── SOURCE MATERIAL

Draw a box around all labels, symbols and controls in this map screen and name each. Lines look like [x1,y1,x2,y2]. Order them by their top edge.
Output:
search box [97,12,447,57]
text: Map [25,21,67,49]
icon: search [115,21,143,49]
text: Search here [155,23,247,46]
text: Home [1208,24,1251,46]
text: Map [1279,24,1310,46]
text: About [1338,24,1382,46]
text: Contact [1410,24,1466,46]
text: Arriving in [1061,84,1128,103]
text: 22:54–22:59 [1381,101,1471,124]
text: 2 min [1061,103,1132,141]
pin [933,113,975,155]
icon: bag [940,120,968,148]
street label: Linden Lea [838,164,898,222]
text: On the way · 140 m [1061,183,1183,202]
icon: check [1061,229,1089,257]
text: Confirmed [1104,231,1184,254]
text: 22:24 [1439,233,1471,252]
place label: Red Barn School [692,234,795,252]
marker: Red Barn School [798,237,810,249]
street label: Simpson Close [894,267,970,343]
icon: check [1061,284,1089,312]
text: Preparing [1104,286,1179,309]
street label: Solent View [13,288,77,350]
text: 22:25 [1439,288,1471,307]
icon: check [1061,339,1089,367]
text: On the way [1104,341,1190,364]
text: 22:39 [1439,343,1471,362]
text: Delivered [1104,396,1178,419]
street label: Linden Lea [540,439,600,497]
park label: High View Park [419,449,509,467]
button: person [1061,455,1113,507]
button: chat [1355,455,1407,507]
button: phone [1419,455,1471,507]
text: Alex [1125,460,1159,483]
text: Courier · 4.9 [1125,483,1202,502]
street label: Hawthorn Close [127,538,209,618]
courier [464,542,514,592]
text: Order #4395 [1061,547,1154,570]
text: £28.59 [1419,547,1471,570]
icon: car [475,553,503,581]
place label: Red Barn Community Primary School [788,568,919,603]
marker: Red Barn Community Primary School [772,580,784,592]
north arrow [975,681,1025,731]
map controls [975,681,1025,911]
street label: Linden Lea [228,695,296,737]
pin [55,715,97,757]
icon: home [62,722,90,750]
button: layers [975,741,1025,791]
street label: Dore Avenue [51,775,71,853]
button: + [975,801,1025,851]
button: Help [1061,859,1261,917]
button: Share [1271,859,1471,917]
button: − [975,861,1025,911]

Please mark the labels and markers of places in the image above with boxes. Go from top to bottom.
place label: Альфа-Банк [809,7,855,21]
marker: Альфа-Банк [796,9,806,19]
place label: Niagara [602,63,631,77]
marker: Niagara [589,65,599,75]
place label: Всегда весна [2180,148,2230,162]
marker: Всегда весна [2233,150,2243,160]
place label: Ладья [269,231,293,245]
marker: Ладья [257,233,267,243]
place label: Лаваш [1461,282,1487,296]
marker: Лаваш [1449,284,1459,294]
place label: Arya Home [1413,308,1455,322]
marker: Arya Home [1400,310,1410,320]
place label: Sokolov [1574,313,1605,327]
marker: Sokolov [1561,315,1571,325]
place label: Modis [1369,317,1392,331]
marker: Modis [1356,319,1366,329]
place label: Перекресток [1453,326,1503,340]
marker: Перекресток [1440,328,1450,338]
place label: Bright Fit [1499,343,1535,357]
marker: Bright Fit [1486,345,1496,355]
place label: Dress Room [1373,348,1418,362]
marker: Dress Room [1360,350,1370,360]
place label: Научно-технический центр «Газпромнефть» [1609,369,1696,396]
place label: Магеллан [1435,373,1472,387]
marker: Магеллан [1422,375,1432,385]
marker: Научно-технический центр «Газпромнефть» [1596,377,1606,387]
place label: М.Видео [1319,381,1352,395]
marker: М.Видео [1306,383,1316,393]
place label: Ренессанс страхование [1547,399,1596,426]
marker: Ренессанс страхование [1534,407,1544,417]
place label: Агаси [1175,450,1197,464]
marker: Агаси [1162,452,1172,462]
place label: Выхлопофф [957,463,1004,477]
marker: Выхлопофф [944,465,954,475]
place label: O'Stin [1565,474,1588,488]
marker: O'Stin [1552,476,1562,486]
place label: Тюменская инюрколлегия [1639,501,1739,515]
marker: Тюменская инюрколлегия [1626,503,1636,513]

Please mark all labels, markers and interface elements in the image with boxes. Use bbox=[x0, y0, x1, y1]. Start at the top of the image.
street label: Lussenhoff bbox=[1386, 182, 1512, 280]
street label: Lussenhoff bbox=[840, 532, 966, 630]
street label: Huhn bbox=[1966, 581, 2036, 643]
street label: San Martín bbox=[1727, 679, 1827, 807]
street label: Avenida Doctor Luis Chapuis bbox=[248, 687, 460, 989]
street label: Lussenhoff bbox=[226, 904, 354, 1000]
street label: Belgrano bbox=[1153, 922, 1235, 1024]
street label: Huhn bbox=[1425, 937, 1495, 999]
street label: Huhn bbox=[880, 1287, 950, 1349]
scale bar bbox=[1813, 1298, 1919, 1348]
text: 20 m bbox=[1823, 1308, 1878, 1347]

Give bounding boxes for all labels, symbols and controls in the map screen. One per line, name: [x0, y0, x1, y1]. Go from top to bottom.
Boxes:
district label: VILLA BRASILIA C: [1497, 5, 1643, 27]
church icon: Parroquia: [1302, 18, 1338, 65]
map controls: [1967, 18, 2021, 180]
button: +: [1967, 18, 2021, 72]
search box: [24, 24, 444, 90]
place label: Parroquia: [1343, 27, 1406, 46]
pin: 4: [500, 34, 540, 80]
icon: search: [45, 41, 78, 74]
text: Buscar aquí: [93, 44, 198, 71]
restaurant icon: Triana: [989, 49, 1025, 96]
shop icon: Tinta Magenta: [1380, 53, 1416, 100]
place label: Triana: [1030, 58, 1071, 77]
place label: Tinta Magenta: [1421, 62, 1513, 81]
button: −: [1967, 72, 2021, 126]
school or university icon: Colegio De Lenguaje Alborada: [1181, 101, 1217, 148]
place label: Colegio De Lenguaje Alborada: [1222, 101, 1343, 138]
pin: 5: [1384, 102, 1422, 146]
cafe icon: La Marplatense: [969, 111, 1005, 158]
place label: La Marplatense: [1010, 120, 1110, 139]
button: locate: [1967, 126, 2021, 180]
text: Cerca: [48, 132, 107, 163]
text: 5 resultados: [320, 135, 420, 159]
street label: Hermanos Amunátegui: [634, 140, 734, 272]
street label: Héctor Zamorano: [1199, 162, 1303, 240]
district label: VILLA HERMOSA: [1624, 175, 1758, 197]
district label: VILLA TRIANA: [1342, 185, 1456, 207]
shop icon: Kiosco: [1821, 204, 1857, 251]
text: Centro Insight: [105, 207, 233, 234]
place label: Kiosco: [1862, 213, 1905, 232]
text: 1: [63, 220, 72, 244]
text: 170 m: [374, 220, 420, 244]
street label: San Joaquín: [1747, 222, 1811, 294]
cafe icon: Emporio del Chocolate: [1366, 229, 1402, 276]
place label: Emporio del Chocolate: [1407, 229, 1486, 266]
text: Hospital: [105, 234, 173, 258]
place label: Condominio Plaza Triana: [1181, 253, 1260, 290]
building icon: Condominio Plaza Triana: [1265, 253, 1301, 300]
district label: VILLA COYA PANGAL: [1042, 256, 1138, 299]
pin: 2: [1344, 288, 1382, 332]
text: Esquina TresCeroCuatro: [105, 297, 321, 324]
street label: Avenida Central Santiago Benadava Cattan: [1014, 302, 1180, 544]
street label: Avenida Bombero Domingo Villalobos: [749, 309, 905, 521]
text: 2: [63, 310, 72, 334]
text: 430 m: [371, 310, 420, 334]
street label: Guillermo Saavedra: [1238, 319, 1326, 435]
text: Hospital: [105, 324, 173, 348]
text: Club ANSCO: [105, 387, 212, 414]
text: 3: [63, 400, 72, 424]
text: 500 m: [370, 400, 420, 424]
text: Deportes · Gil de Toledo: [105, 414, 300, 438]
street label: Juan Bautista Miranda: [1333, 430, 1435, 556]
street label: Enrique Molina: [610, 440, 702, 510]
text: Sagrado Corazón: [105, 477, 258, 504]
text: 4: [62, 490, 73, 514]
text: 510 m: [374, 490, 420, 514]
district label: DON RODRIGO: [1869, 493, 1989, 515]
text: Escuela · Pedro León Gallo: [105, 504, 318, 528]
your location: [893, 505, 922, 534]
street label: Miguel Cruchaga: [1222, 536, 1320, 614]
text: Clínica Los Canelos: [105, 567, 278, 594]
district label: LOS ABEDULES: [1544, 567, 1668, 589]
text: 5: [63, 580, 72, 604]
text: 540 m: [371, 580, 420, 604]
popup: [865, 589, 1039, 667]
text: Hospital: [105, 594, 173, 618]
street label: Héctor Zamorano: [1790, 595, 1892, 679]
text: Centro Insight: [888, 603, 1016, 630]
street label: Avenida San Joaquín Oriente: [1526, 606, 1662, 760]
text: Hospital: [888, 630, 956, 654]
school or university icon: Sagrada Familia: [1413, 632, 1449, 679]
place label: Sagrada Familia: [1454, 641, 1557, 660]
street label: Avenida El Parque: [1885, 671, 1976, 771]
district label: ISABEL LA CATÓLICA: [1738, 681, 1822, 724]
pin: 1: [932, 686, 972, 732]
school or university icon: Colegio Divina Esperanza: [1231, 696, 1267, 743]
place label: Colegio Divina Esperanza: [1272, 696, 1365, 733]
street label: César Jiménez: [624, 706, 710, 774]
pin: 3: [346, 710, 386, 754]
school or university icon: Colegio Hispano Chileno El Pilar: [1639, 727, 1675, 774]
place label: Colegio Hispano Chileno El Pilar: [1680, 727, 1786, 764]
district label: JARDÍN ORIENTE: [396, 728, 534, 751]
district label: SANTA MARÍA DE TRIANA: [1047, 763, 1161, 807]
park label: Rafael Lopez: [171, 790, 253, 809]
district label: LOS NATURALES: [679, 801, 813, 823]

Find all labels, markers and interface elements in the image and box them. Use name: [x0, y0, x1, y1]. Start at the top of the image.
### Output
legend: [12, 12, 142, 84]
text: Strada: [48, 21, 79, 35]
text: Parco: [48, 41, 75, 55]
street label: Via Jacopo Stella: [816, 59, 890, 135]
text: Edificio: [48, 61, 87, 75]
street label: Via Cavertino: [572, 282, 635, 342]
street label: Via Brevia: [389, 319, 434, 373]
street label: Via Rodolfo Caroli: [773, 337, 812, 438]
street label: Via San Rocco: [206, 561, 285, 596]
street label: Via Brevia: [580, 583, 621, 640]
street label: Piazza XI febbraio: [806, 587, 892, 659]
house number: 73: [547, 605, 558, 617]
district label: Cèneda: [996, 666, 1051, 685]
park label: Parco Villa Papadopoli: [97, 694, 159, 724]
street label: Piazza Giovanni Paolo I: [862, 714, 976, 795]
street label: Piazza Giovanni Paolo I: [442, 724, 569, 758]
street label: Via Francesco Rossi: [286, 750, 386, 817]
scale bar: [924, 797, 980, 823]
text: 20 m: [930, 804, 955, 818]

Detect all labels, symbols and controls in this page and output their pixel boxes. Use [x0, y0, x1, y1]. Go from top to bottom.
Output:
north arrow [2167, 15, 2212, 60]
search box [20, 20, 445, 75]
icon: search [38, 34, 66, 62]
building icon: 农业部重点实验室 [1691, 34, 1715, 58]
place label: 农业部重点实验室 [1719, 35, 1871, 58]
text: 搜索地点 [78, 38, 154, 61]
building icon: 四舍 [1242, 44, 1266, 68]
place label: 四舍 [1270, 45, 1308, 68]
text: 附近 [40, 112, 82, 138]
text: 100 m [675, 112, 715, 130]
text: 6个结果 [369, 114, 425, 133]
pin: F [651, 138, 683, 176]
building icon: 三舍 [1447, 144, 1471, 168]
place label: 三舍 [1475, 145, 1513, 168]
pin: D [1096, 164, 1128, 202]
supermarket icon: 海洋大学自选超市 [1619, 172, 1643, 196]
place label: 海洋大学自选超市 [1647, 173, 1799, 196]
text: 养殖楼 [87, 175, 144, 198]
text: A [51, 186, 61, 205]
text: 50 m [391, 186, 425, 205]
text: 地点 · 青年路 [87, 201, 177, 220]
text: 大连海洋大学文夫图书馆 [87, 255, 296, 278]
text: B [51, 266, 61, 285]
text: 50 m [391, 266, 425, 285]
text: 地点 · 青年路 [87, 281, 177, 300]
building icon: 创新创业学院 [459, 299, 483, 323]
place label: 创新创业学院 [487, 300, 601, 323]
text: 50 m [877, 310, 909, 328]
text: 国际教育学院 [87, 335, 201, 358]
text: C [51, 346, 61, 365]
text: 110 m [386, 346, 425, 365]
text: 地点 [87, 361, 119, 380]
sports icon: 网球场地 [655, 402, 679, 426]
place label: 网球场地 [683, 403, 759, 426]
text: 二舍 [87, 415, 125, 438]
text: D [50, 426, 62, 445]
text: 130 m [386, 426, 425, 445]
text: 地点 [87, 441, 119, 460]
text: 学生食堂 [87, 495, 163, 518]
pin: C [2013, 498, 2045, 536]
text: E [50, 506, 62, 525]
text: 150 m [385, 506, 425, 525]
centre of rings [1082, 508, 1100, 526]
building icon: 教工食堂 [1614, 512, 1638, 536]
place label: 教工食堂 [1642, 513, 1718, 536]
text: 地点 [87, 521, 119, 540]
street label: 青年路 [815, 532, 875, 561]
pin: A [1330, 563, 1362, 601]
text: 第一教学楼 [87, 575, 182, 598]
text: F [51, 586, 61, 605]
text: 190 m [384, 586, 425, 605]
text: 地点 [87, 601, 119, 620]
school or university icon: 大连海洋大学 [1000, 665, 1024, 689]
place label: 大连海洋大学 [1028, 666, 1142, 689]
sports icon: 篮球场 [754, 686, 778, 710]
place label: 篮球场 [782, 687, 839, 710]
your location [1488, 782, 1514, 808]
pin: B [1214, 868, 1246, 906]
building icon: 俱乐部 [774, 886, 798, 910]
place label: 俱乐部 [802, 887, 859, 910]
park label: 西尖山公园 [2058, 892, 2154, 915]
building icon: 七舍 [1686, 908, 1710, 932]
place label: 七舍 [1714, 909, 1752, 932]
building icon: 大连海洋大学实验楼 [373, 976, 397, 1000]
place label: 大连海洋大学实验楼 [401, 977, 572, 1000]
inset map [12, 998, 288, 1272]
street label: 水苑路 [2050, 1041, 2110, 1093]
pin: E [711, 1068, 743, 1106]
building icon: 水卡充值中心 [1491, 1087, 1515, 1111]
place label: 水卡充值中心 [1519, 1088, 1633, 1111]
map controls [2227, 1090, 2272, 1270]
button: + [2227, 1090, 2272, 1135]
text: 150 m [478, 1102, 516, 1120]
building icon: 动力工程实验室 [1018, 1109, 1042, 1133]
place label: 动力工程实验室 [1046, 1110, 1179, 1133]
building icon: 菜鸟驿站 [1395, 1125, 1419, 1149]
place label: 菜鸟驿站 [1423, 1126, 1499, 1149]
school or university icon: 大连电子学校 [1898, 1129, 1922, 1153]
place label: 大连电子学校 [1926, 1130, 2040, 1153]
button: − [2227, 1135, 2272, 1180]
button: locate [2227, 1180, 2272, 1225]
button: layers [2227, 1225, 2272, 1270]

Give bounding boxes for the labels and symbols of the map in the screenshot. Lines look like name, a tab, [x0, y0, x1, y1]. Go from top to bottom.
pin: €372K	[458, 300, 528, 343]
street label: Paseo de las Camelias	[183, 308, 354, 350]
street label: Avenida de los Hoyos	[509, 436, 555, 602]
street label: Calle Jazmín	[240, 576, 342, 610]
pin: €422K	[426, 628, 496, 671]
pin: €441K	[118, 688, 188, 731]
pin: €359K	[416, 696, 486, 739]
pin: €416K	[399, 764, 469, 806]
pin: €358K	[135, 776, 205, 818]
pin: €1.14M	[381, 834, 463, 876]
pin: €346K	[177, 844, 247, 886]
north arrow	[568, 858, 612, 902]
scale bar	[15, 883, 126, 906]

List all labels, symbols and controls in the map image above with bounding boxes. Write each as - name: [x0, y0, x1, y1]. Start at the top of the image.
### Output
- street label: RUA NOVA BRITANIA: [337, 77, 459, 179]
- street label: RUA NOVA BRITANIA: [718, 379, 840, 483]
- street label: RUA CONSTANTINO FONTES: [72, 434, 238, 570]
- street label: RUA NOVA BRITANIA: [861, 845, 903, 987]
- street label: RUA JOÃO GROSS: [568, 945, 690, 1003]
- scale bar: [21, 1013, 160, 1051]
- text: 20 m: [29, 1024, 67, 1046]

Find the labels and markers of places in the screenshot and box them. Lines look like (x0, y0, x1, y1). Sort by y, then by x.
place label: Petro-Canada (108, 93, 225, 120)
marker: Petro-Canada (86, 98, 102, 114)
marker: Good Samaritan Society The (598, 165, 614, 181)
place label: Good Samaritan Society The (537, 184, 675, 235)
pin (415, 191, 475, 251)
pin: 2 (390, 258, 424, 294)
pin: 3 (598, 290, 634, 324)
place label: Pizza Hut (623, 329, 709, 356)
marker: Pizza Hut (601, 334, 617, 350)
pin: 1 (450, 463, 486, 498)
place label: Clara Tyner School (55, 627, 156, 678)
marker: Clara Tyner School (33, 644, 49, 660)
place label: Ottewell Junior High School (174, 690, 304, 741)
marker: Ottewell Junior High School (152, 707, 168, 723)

────

WORK INSTRUCTION — Go over the data and return every line that includes the word "Héctor".

ANSWER TO THIS PROBLEM —
street label: Héctor Zamorano: [1199, 162, 1303, 240]
street label: Héctor Zamorano: [1790, 595, 1892, 679]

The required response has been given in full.